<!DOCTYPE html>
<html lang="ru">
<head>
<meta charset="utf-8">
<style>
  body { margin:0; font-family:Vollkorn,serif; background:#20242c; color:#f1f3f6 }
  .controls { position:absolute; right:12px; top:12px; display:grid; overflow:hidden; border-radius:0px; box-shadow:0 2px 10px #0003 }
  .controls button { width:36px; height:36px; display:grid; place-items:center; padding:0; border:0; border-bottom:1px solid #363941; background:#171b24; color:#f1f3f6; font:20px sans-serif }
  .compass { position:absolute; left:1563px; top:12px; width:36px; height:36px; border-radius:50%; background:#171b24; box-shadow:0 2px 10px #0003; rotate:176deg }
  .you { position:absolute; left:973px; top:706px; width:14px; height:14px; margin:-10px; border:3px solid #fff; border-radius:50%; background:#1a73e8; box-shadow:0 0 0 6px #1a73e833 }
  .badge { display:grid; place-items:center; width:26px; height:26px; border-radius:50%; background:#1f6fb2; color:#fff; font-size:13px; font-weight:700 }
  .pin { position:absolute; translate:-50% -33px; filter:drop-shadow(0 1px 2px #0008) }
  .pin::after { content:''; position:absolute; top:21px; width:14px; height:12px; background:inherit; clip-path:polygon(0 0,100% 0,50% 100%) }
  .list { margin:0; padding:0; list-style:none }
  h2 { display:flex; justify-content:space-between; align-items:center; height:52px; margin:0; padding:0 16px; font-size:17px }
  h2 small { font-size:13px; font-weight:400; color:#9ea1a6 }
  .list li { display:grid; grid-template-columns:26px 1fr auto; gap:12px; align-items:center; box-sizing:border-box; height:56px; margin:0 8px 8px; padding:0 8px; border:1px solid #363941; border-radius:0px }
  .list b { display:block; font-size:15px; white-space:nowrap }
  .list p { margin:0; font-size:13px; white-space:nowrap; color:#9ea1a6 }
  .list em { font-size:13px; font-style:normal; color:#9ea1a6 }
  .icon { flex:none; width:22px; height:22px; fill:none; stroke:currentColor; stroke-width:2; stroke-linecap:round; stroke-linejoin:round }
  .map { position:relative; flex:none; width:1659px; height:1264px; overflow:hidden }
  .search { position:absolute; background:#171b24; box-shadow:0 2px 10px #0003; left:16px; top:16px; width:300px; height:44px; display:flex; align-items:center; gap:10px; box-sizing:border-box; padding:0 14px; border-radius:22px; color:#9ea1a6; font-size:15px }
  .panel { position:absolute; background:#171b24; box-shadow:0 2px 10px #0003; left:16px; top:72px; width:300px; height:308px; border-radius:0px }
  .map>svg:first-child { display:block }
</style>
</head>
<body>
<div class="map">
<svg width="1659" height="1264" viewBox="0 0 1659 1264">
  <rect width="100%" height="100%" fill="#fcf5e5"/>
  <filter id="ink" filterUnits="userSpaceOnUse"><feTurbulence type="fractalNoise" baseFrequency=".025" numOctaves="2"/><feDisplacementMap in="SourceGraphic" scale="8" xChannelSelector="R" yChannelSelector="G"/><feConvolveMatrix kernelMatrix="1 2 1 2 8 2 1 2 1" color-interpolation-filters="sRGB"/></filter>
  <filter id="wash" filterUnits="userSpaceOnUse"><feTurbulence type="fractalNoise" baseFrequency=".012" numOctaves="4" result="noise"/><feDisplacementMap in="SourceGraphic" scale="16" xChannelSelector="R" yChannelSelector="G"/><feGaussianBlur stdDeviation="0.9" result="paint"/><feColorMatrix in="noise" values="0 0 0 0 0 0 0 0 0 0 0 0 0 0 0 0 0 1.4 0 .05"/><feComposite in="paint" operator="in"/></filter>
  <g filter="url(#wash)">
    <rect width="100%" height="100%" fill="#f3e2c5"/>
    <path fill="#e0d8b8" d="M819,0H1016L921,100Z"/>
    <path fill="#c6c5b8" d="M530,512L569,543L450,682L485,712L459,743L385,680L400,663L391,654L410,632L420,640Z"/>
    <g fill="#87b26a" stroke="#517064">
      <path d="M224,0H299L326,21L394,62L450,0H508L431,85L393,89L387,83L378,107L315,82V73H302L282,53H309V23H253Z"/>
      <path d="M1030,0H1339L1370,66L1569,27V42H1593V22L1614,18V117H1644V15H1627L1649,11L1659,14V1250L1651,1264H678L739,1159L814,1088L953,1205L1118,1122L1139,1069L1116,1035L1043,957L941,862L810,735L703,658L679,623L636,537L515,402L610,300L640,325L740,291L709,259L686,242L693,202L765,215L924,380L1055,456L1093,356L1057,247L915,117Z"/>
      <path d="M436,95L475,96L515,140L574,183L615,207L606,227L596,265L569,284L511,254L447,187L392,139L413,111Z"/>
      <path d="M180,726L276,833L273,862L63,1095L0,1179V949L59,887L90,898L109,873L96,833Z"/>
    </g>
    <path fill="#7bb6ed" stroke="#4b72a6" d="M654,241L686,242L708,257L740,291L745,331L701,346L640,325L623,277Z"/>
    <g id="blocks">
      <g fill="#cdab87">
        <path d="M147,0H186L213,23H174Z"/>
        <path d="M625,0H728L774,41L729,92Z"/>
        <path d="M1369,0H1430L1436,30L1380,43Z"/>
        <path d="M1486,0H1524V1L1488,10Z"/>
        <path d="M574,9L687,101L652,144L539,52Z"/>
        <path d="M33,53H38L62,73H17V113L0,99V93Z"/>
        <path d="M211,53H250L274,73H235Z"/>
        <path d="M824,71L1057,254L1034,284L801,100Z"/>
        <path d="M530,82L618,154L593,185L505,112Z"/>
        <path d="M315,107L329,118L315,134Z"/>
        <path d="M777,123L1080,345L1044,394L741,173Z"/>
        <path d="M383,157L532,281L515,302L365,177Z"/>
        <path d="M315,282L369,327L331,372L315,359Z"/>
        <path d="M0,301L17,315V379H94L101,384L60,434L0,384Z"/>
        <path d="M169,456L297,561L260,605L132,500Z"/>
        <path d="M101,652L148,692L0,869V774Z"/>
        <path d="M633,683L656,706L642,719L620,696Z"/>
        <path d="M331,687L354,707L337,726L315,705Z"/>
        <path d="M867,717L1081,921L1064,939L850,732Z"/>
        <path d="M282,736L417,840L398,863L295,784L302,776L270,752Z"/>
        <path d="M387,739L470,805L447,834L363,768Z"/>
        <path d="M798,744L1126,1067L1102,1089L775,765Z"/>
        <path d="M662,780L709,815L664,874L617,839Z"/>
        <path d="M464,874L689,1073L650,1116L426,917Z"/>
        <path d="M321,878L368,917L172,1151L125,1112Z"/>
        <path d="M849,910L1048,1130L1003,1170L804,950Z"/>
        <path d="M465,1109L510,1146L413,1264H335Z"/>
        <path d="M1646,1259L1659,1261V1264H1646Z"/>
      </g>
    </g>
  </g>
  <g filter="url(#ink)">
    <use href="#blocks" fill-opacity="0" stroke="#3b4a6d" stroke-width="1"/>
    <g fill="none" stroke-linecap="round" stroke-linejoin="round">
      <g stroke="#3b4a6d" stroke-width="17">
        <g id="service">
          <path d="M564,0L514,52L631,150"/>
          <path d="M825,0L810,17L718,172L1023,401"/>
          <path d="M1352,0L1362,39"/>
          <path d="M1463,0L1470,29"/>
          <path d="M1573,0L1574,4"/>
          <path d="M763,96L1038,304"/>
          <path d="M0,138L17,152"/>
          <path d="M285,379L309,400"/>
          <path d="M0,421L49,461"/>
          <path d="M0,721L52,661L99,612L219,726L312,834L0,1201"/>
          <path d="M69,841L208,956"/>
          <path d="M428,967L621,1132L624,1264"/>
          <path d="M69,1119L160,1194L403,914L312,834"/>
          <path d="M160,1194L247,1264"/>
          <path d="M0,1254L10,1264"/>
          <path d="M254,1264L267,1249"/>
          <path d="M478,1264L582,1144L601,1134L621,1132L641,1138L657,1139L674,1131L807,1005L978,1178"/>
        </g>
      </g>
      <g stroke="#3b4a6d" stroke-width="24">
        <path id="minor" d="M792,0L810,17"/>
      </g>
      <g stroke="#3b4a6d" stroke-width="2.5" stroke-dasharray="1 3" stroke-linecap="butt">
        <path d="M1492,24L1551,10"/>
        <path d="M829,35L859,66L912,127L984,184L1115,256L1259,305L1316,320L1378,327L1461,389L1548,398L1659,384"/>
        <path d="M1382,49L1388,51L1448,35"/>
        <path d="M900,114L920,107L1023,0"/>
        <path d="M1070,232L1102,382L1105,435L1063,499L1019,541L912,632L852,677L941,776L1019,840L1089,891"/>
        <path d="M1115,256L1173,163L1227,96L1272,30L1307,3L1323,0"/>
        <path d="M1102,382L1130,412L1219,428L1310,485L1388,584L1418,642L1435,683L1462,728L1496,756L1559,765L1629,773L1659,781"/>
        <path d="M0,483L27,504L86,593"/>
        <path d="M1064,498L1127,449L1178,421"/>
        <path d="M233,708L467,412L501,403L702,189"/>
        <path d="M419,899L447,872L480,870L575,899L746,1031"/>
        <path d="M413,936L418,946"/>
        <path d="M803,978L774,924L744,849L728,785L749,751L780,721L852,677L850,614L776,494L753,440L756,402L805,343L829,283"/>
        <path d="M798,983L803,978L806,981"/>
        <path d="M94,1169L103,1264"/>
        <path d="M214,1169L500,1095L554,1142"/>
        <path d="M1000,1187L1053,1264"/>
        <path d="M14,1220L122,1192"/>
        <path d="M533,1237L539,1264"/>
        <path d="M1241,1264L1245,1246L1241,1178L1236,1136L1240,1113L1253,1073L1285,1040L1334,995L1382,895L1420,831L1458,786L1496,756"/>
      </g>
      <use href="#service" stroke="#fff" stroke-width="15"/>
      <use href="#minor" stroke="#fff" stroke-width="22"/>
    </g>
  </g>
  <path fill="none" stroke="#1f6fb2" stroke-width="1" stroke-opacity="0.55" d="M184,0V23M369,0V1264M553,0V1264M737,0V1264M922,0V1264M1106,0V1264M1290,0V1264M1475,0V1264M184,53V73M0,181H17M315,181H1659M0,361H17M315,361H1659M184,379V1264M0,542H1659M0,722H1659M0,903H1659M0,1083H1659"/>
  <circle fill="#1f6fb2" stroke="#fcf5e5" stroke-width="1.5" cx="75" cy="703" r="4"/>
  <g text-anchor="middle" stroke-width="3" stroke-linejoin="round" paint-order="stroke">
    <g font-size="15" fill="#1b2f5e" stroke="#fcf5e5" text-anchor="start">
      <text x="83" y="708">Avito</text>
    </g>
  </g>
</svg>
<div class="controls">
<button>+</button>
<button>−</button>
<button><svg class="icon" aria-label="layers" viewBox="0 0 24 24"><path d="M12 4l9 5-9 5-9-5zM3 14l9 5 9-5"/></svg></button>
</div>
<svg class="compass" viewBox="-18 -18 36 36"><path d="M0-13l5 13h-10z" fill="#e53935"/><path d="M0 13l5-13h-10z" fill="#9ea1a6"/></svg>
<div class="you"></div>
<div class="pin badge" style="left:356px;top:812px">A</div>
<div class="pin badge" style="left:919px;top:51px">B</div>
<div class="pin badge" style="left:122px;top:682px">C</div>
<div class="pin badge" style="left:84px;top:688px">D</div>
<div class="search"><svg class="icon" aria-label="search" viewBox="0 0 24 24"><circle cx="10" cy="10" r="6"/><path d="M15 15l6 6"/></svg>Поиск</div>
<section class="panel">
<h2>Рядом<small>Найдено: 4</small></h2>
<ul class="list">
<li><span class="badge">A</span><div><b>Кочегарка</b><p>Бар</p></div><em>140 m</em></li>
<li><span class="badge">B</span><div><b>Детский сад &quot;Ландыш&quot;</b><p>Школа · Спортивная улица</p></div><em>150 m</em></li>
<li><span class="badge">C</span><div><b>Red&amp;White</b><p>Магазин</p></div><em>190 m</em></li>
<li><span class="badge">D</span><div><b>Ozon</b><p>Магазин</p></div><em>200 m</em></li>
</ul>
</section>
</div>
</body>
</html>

++++++++++

Please output the lines of the listing above that fall in the stretch from the one with "position:absolute; translate:-50% -33px;" through the one with "display:block; font-size:15px; white-space:nowrap", exactly and only those.

  .pin { position:absolute; translate:-50% -33px; filter:drop-shadow(0 1px 2px #0008) }
  .pin::after { content:''; position:absolute; top:21px; width:14px; height:12px; background:inherit; clip-path:polygon(0 0,100% 0,50% 100%) }
  .list { margin:0; padding:0; list-style:none }
  h2 { display:flex; justify-content:space-between; align-items:center; height:52px; margin:0; padding:0 16px; font-size:17px }
  h2 small { font-size:13px; font-weight:400; color:#9ea1a6 }
  .list li { display:grid; grid-template-columns:26px 1fr auto; gap:12px; align-items:center; box-sizing:border-box; height:56px; margin:0 8px 8px; padding:0 8px; border:1px solid #363941; border-radius:0px }
  .list b { display:block; font-size:15px; white-space:nowrap }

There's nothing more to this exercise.